The French are again leading the resistance to globalization. For this, they deserve our applause, not derision.

They’ve been down this road before. Back in 1995, when another rightwing president, Jacques Chirac, tried to convince them of the inevitability of suffering as part of the free-market process, they put their foot down.

“After a quarter of a century of an ideological swing to the right, here was a movement mocking the blackmail: there is no alternative,” Daniel Singer, longtime Europe correspondent for The Nation, commented. “Its message, frightening for the preachers of the establishment, was plain: if this is the future you are offering to us and to our children, then the hell with your future!”

They’re back at it, fighting the same battle again, this time pitted against another arrogant conservative leader, Nicolas Sarkozy. In response to his proposal to up the retirement age, French unions brought Paris to a halt on Tuesday.

In doing so, they have followed the lead of their counterparts in other countries such as Greece, where massive demonstrations have greeted austerity measures in response to the economic crisis. l

Some in the U.S. media have been scorning the Europeans. Both NPR and the New York Times have spotlighted the relatively low retirement age in France, and the inconvenience caused due to the strike.

But the global crisis that has brought all of us to this stage has been caused by oversmart whiz kids in the financial sector, not the average worker pining for a decent retirement. The wrong people are being made to suffer.

The derision of the American media for “spoiled” Europeans has a long history.
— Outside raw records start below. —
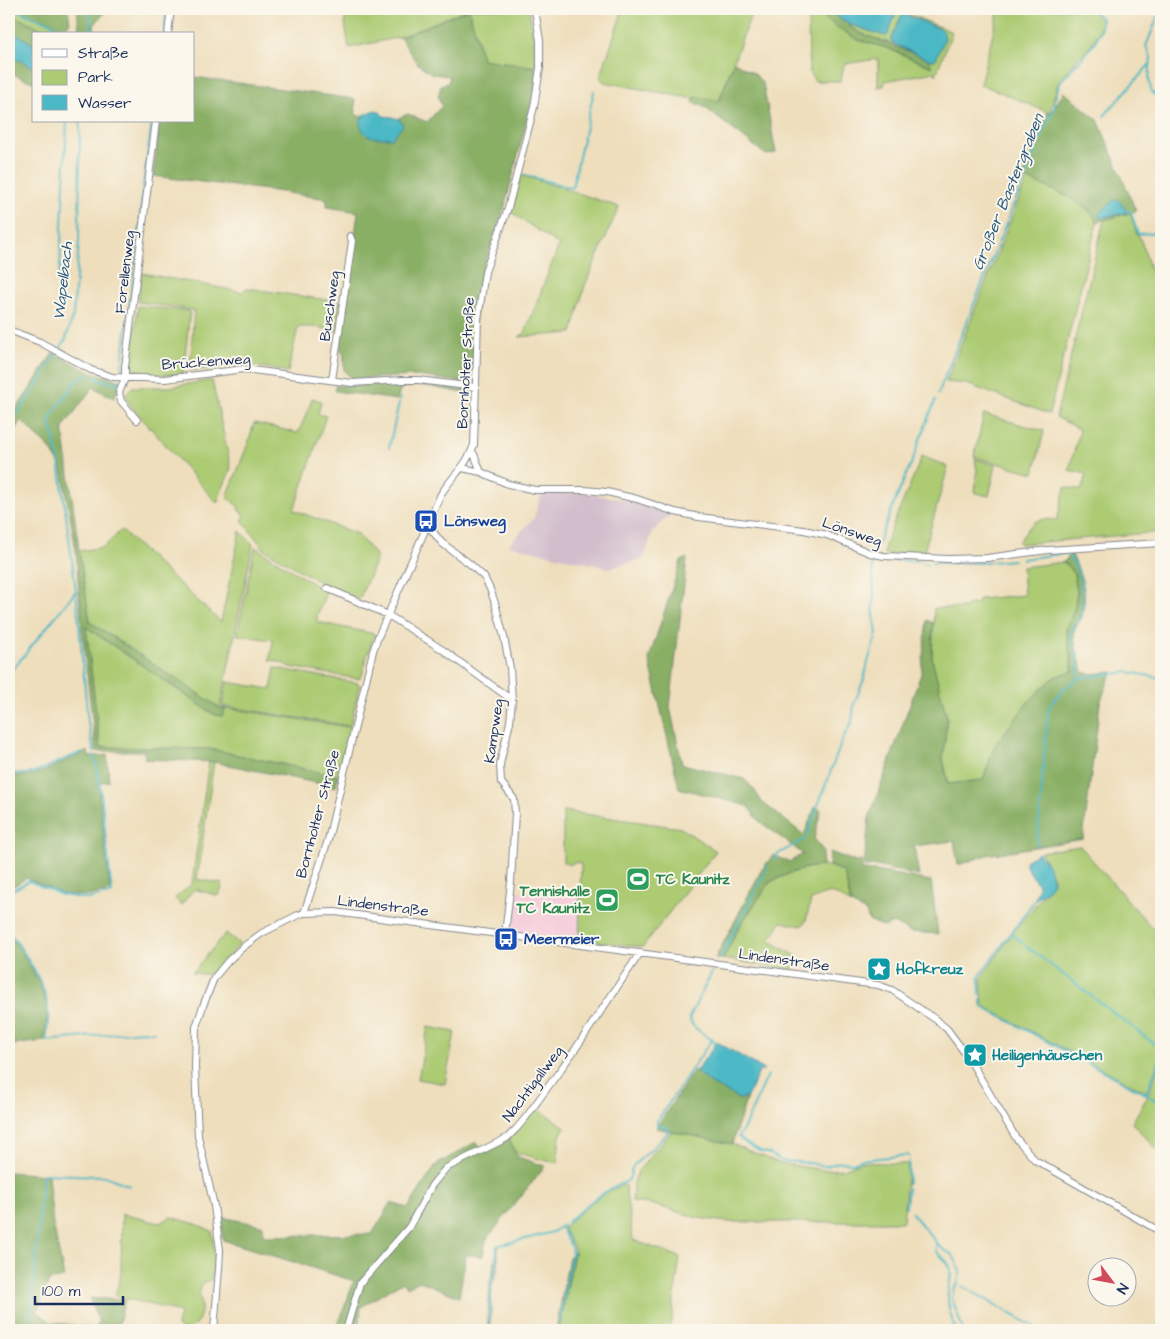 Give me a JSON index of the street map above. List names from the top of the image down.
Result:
{
  "streets": {
    "street": [
      "Forellenweg",
      "Buschweg",
      "Brückenweg",
      "Bornholter Straße",
      "Lönsweg",
      "Kampweg",
      "Lindenstraße",
      "Nachtigallweg"
    ]
  },
  "crossings": [
    ["Forellenweg", "Brückenweg"],
    ["Buschweg", "Brückenweg"],
    ["Brückenweg", "Bornholter Straße"],
    ["Bornholter Straße", "Lönsweg"],
    ["Bornholter Straße", "Kampweg"],
    ["Bornholter Straße", "Lindenstraße"],
    ["Kampweg", "Lindenstraße"],
    ["Lindenstraße", "Nachtigallweg"]
  ],
  "water": ["Großer Bastergraben", "Wapelbach"],
  "places": {
    "bus stop": ["Lönsweg", "Meermeier"],
    "sports": ["TC Kaunitz", "Tennishalle TC Kaunitz"],
    "place": ["Hofkreuz", "Heiligenhäuschen"]
  },
  "legend": ["Straße", "Park", "Wasser"],
  "scale_bar": "100 m",
  "north": "bottom right"
} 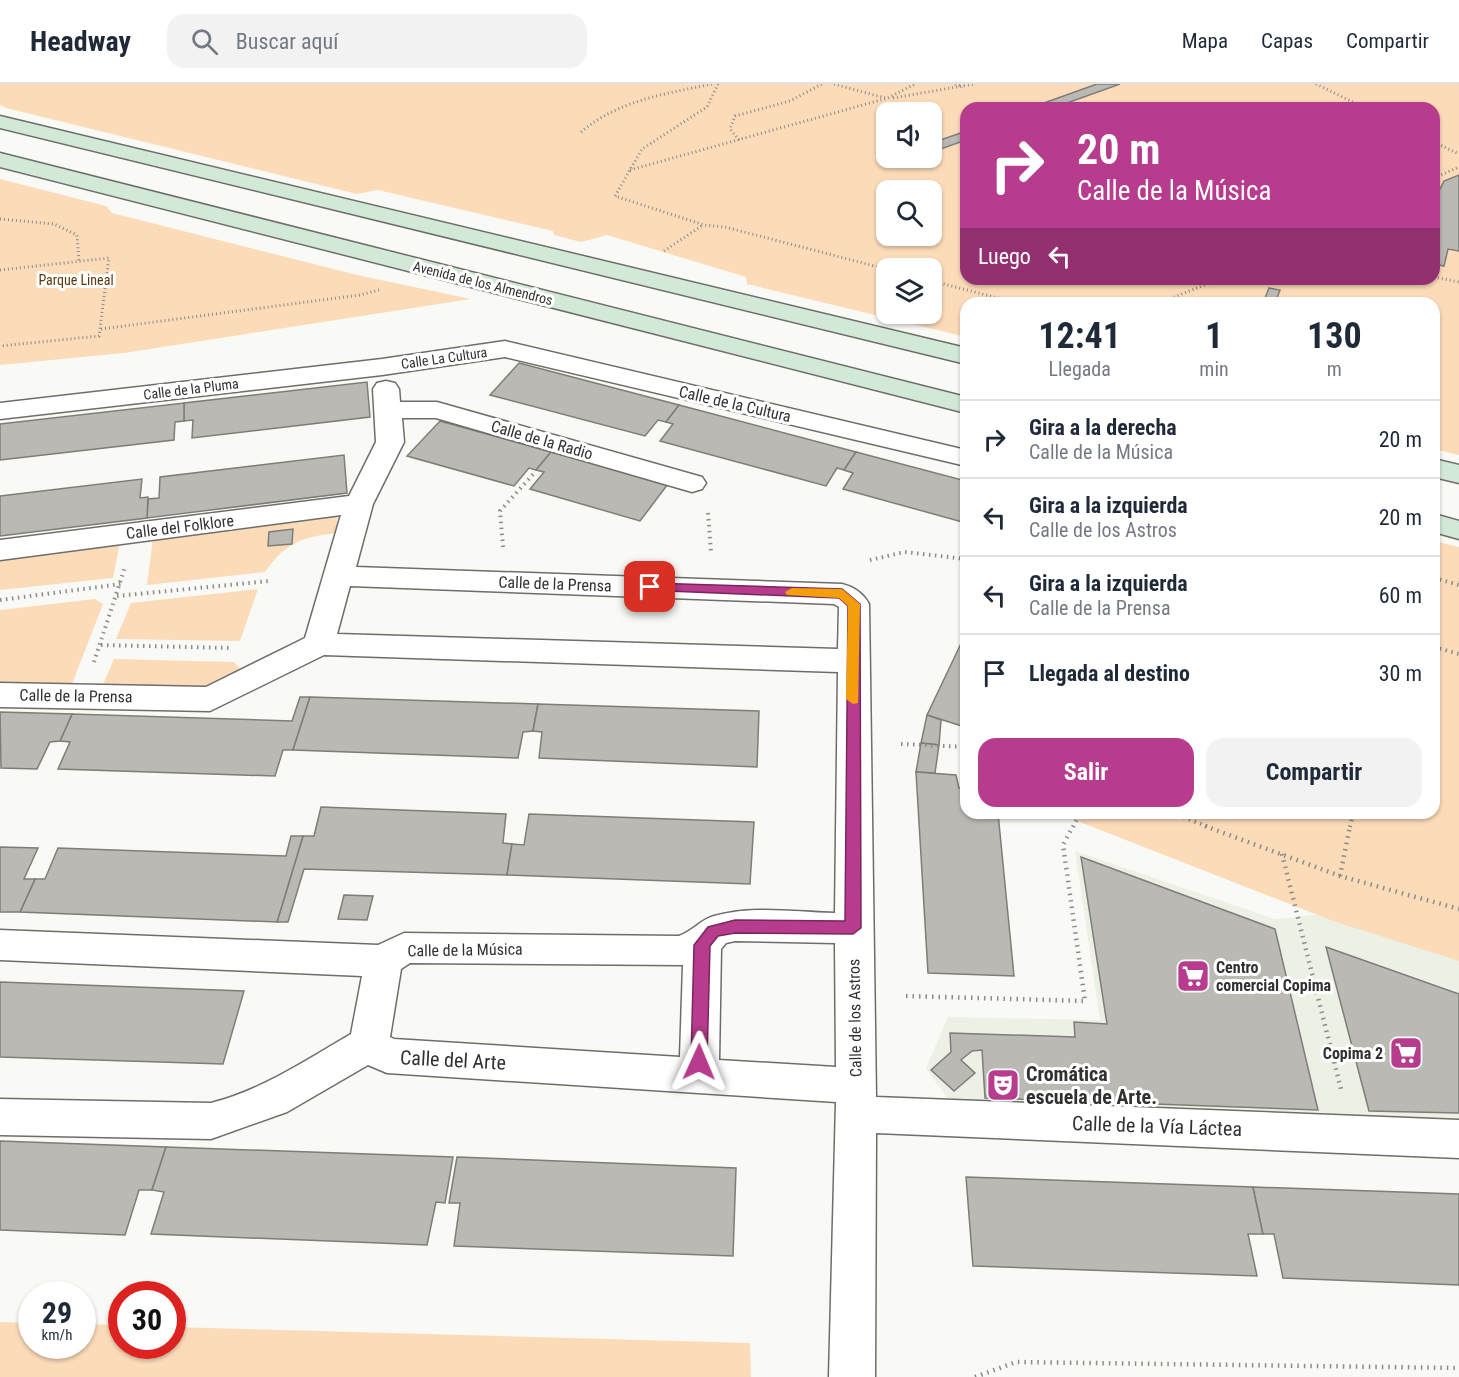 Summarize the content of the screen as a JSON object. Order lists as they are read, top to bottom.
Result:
{
  "streets": {
    "main road": ["Avenida de los Almendros"],
    "street": [
      "Calle La Cultura",
      "Calle de la Pluma",
      "Calle de la Cultura",
      "Calle de la Radio",
      "Calle del Folklore",
      "Calle de la Prensa",
      "Calle de la Música",
      "Calle de los Astros",
      "Calle del Arte",
      "Calle de la Vía Láctea"
    ]
  },
  "crossings": [
    ["Calle La Cultura", "Calle de la Pluma"],
    ["Calle La Cultura", "Calle de la Cultura"],
    ["Calle de la Prensa", "Calle de los Astros"],
    ["Calle de la Música", "Calle de los Astros"],
    ["Calle de los Astros", "Calle del Arte"],
    ["Calle de los Astros", "Calle de la Vía Láctea"],
    ["Calle del Arte", "Calle de la Vía Láctea"]
  ],
  "parks": ["Parque Lineal"],
  "places": {
    "supermarket": ["Centro comercial Copima", "Copima 2"],
    "theatre": ["Cromática escuela de Arte."]
  },
  "page": {
    "header": "Headway",
    "search": "Buscar aquí",
    "nav": ["Mapa", "Capas", "Compartir"],
    "turn": ["20 m", "Calle de la Música"],
    "then": "Luego",
    "eta": [
      "12:41",
      "Llegada",
      "1",
      "min",
      "130",
      "m"
    ],
    "list": [
      {
        "name": "Gira a la derecha",
        "note": "Calle de la Música",
        "value": "20 m"
      },
      {
        "name": "Gira a la izquierda",
        "note": "Calle de los Astros",
        "value": "20 m"
      },
      {
        "name": "Gira a la izquierda",
        "note": "Calle de la Prensa",
        "value": "60 m"
      },
      {
        "name": "Llegada al destino",
        "value": "30 m"
      }
    ],
    "buttons": ["Salir", "Compartir"],
    "speed": "29 km/h",
    "limit": "30"
  }
}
In his enlightening defense of the continental model, “Europe’s Promise: Why the European Way Is the Best Hope in an Insecure Age,” Steven Hill has a number of such examples.

“The truth is, just as the American media misreported Iraq, weapons of mass destruction, the housing bubble, and an imminent economic meltdown, the crystal ball gazers in the U.S. media have a terrible track record when it comes to Europe,” he writes. “As a result of this substitution of national myth for reality, news traveling across the Atlantic has failed to keep up with actual conditions on the ground.”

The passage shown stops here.